The United Nations, with its partner Rotary International, is driving the global campaign. Our agencies are working hard to reach all children. It may be difficult but it can be done. Somalia, to name but one example, is afflicted by just about every human and natural hardship known to humankind — but not polio. Its last case was in 2007, thanks in no small part to local women who travelled their communities distributing vaccination drops.
The workers on the frontlines have no shortage of dedication. But they do face a financial deficit. The Global Polio Eradication Initiative has only half of the two billion dollars it needs to procure vaccines and deploy staff to the last bastions of the disease. Properly equipped, they can win this final battle. If the international community recognises the stakes and musters the resources, we can win the war against polio forever.
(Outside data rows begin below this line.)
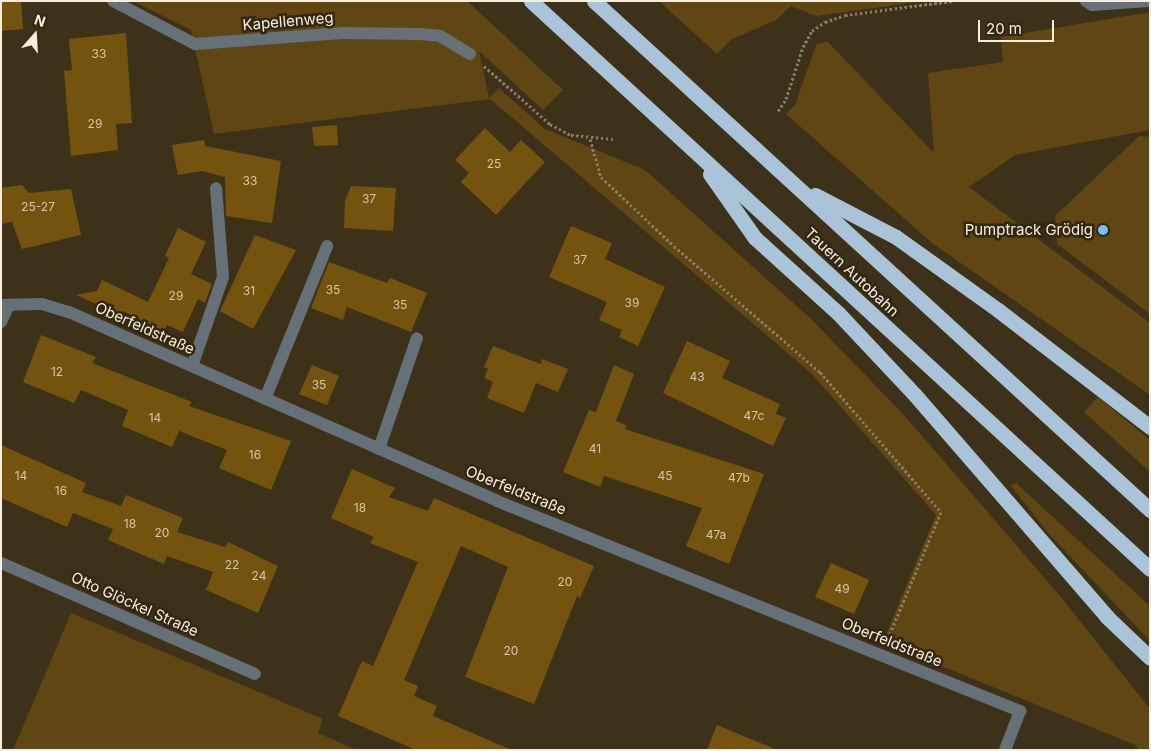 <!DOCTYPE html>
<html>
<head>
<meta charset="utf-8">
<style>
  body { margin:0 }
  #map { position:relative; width:1151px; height:751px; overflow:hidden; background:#3e311a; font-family:Inter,sans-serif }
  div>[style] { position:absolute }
  .green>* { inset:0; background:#5f4612 }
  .building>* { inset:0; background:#74530e }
  .path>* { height:3px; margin-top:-1.5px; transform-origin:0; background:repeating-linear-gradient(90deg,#877c68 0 2.5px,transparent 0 5px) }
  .service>* { height:12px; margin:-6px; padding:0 6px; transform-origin:6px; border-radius:6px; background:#657078 }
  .minor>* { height:12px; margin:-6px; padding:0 6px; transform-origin:6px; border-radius:6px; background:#657078 }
  .motorway>* { height:15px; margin:-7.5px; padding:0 7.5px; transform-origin:7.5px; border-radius:7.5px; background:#a9c4d8 }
  .dots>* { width:14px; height:14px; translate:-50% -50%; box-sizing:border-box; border:2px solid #332710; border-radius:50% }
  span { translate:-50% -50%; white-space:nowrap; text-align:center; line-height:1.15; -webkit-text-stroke:5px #332710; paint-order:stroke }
  .number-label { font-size:12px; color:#d6c7ac }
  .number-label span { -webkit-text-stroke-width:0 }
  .street-label { font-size:15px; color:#f7eee0 }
  .poi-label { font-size:15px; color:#f7eee0 }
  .right { translate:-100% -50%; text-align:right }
  .frame { position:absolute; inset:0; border:2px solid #f7eee0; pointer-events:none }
  .north { position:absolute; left:10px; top:10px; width:50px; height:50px; -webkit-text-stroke:4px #332710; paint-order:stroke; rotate:19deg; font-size:14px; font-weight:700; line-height:20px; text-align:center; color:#f7eee0 }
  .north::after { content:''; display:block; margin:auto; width:18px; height:22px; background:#f7eee0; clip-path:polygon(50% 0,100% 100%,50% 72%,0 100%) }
  .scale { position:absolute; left:978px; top:20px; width:76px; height:22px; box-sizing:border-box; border:2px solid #f7eee0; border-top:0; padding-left:6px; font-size:15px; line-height:18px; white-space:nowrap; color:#f7eee0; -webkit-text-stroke:4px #332710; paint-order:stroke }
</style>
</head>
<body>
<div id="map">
  <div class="green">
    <i style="clip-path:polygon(133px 1px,467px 1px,563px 90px,543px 110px,479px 51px,489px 98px,499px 88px,545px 129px,645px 170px,810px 318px,904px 415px,1060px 596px,1150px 709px,1150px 750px,1139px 750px,1135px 745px,883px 642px,936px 515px,811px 373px,490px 99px,214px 134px,191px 30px)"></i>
    <i style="clip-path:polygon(659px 1px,925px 1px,816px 16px,791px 6px,776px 20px,732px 39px,717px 54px)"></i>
    <i style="clip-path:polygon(1150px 12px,1150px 130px,1015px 155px,969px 187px,1150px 323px,1150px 395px,932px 243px,786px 114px,795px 105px,816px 45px,827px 41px,934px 153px,928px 73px,1003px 62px,1001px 37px)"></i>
    <i style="clip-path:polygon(1139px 136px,1150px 137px,1150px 314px,1057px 244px,1055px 216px)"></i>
    <i style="clip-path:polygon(1098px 397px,1150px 440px,1150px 472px,1084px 412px)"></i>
    <i style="clip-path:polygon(1016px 483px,1150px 606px,1150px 641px,1049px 534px,1011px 486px)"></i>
    <i style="clip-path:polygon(71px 613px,323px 719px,318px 733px,357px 750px,13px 750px)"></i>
  </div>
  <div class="building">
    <i style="clip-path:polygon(1px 1px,21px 1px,23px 29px,1px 31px)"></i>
    <i style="clip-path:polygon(126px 33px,132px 123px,116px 124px,118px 150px,71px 156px,64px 71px,72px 70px,69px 39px)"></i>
    <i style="clip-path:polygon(337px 125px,338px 145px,314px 146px,312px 127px)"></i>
    <i style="clip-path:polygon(485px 128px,510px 152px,521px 140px,545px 162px,496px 215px,461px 182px,469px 173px,455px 160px)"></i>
    <i style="clip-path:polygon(204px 140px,205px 146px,281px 161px,272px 223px,226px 216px,225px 177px,202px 171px,178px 175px,172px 145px)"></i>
    <i style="clip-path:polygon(22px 185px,29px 193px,71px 189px,81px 235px,22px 249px,12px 222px,1px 224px,1px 188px)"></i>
    <i style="clip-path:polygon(351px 186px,396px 188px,393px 231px,344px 228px,345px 201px)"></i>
    <i style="clip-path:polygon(571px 226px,612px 243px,605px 259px,665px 287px,638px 346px,619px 337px,622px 330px,599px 320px,607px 302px,549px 277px)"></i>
    <i style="clip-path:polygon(178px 228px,206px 242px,191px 274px,212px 284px,205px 303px,198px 299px,183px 332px,167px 325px,164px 331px,123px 311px,121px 315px,76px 295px,97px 291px,102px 280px,148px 302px,169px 258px,165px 256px)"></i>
    <i style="clip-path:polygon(255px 235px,296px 250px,253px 329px,220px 311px)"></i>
    <i style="clip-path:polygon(329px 262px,387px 283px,390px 278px,427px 293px,411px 332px,347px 307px,343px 320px,311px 308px)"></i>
    <i style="clip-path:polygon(41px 335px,96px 357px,92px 363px,192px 402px,189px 406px,291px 441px,271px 490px,219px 468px,227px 450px,179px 431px,172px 447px,122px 426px,128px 410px,81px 390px,74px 403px,23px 382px)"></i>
    <i style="clip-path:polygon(687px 341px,730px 361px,722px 378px,780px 404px,776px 414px,786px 418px,773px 446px,663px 393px)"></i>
    <i style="clip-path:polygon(493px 346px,541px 364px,542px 359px,568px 369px,558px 392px,536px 383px,524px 413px,487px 398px,493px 382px,484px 378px,488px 369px,484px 367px)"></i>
    <i style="clip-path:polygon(312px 365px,339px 376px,327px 405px,299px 394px)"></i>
    <i style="clip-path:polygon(614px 365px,634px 374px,616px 421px,626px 425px,625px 429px,764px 474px,729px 564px,686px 546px,702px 508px,604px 476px,600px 487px,563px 472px,589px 410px,596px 412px)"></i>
    <i style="clip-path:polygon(1px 445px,86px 483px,82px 492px,121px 506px,126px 495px,183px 518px,177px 532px,225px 547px,228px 542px,278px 566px,258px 613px,206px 590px,213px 572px,167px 556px,164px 564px,108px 540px,113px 529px,73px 513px,67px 527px,1px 498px)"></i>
    <i style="clip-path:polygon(352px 469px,395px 488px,389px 497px,428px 511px,434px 498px,594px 566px,580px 598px,577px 596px,534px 704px,465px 677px,508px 567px,461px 546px,404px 680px,418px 686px,414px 696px,437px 706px,433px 716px,512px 750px,416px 750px,338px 716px,362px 661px,373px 666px,418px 562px,370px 543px,374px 537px,331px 518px)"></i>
    <i style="clip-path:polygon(831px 563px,869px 580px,854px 614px,815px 597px)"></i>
    <i style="clip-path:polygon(717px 725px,775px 749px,775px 750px,707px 750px)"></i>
  </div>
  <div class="path">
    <i style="left:484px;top:66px;width:88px;rotate:41.3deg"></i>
    <i style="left:550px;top:124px;width:24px;rotate:28deg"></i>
    <i style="left:571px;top:135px;width:42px;rotate:5.4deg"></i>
    <i style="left:778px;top:111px;width:14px;rotate:-56deg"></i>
    <i style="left:786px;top:99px;width:55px;rotate:-71.9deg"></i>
    <i style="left:803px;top:47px;width:18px;rotate:-61deg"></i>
    <i style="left:812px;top:31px;width:16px;rotate:-35deg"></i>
    <i style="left:825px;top:22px;width:21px;rotate:-19deg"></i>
    <i style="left:845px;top:15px;width:108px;rotate:-7.5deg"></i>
    <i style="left:590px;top:139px;width:40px;rotate:74deg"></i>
    <i style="left:601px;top:177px;width:100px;rotate:43.4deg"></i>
    <i style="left:674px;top:246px;width:193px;rotate:40.8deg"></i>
    <i style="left:820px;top:372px;width:185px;rotate:49.2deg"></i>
    <i style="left:941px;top:512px;width:137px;rotate:112.8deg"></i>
  </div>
  <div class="service">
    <i style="left:1086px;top:1px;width:7px;rotate:34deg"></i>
    <i style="left:1092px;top:5px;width:56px;rotate:-4.1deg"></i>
    <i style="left:192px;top:366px;width:94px;rotate:-70.8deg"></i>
    <i style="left:223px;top:277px;width:89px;rotate:-94.5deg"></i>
    <i style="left:265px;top:399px;width:165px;rotate:-67.9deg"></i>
    <i style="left:379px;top:449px;width:117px;rotate:-71.1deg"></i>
  </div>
  <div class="minor">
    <i style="left:113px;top:1px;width:93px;rotate:27.7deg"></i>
    <i style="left:195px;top:44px;width:148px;rotate:-4.3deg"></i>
    <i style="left:343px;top:33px;width:76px;rotate:0.8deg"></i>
    <i style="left:419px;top:34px;width:21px;rotate:5deg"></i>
    <i style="left:440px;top:36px;width:35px;rotate:31deg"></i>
    <i style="left:1px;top:305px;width:41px;rotate:-1.4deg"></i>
    <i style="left:42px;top:304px;width:28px;rotate:17deg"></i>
    <i style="left:69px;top:312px;width:468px;rotate:23.8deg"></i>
    <i style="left:497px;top:501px;width:564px;rotate:21.88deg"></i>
    <i style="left:1020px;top:711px;width:42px;rotate:111deg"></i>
    <i style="left:1px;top:322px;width:19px;rotate:-65deg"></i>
    <i style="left:1px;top:563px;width:277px;rotate:23.6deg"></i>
  </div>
  <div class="motorway">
    <i style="left:531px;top:1px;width:840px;rotate:42.54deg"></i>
    <i style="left:594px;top:1px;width:754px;rotate:42.47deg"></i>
    <i style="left:710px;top:174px;width:78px;rotate:54.9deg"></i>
    <i style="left:755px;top:238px;width:112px;rotate:42.1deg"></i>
    <i style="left:838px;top:313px;width:112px;rotate:46.8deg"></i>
    <i style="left:915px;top:395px;width:294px;rotate:49.1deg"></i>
    <i style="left:1107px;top:617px;width:59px;rotate:43.6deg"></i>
    <i style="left:815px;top:195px;width:91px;rotate:27.4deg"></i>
    <i style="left:896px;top:237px;width:125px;rotate:35.6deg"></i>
    <i style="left:998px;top:310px;width:192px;rotate:37.6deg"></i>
  </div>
  <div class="dots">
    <i style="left:1103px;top:230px;background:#76c0f6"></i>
  </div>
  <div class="number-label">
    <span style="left:99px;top:54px">33</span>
    <span style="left:95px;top:124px">29</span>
    <span style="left:494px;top:164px">25</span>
    <span style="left:250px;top:181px">33</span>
    <span style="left:369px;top:199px">37</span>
    <span style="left:38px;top:207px">25-27</span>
    <span style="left:580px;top:260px">37</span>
    <span style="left:333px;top:290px">35</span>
    <span style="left:249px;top:291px">31</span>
    <span style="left:176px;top:296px">29</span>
    <span style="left:632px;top:303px">39</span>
    <span style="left:400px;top:305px">35</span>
    <span style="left:57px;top:372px">12</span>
    <span style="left:697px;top:377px">43</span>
    <span style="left:319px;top:385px">35</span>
    <span style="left:754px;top:416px">47c</span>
    <span style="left:155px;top:418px">14</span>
    <span style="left:595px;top:449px">41</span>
    <span style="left:255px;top:455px">16</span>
    <span style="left:21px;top:476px">14</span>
    <span style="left:665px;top:476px">45</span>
    <span style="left:739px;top:478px">47b</span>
    <span style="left:61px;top:491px">16</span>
    <span style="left:360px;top:508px">18</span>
    <span style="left:130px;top:524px">18</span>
    <span style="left:162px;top:533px">20</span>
    <span style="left:716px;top:535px">47a</span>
    <span style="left:232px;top:565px">22</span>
    <span style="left:259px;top:576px">24</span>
    <span style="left:565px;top:582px">20</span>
    <span style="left:842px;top:589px">49</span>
    <span style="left:511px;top:651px">20</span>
  </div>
  <div class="street-label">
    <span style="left:288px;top:21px;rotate:-5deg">Kapellenweg</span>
    <span style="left:852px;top:272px;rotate:43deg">Tauern Autobahn</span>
    <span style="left:145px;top:328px;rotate:24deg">Oberfeldstraße</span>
    <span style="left:516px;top:490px;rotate:22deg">Oberfeldstraße</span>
    <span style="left:135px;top:604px;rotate:24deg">Otto Glöckel Straße</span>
    <span style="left:892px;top:642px;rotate:22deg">Oberfeldstraße</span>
  </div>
  <div class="poi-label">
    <span class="right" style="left:1093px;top:230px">Pumptrack Grödig</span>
  </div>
  <div class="frame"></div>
  <div class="north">N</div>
  <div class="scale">20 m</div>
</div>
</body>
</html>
Now is the critical moment. If we invest two billion dollars now, we can save the world an estimated $40-50 billion in the cost of treatment by 2035, not to mention many lives and many young futures. When the world’s health ministers gather in Geneva later this month, they will declare a global public health emergency and call on the world to respond to the threat of resurgent polio. As the G8 leaders meet at Camp David, they should be aware of what is coming and recognise this great opportunity to act in the name of the world’s people.
Those meetings will soon be followed by others: the annual gathering of the G20 in Mexico, the Rio+20 Conference in Brazil and the European Union summit in Belgium. I hope polio will be on the agenda. I appeal to all leaders, everywhere, to act now to protect future generations. By funding the Global Polio Emergency Action Plan for the next two years, we can make the threat of polio a distant and fading memory.
Published in The Express Tribune, May 17th, 2012.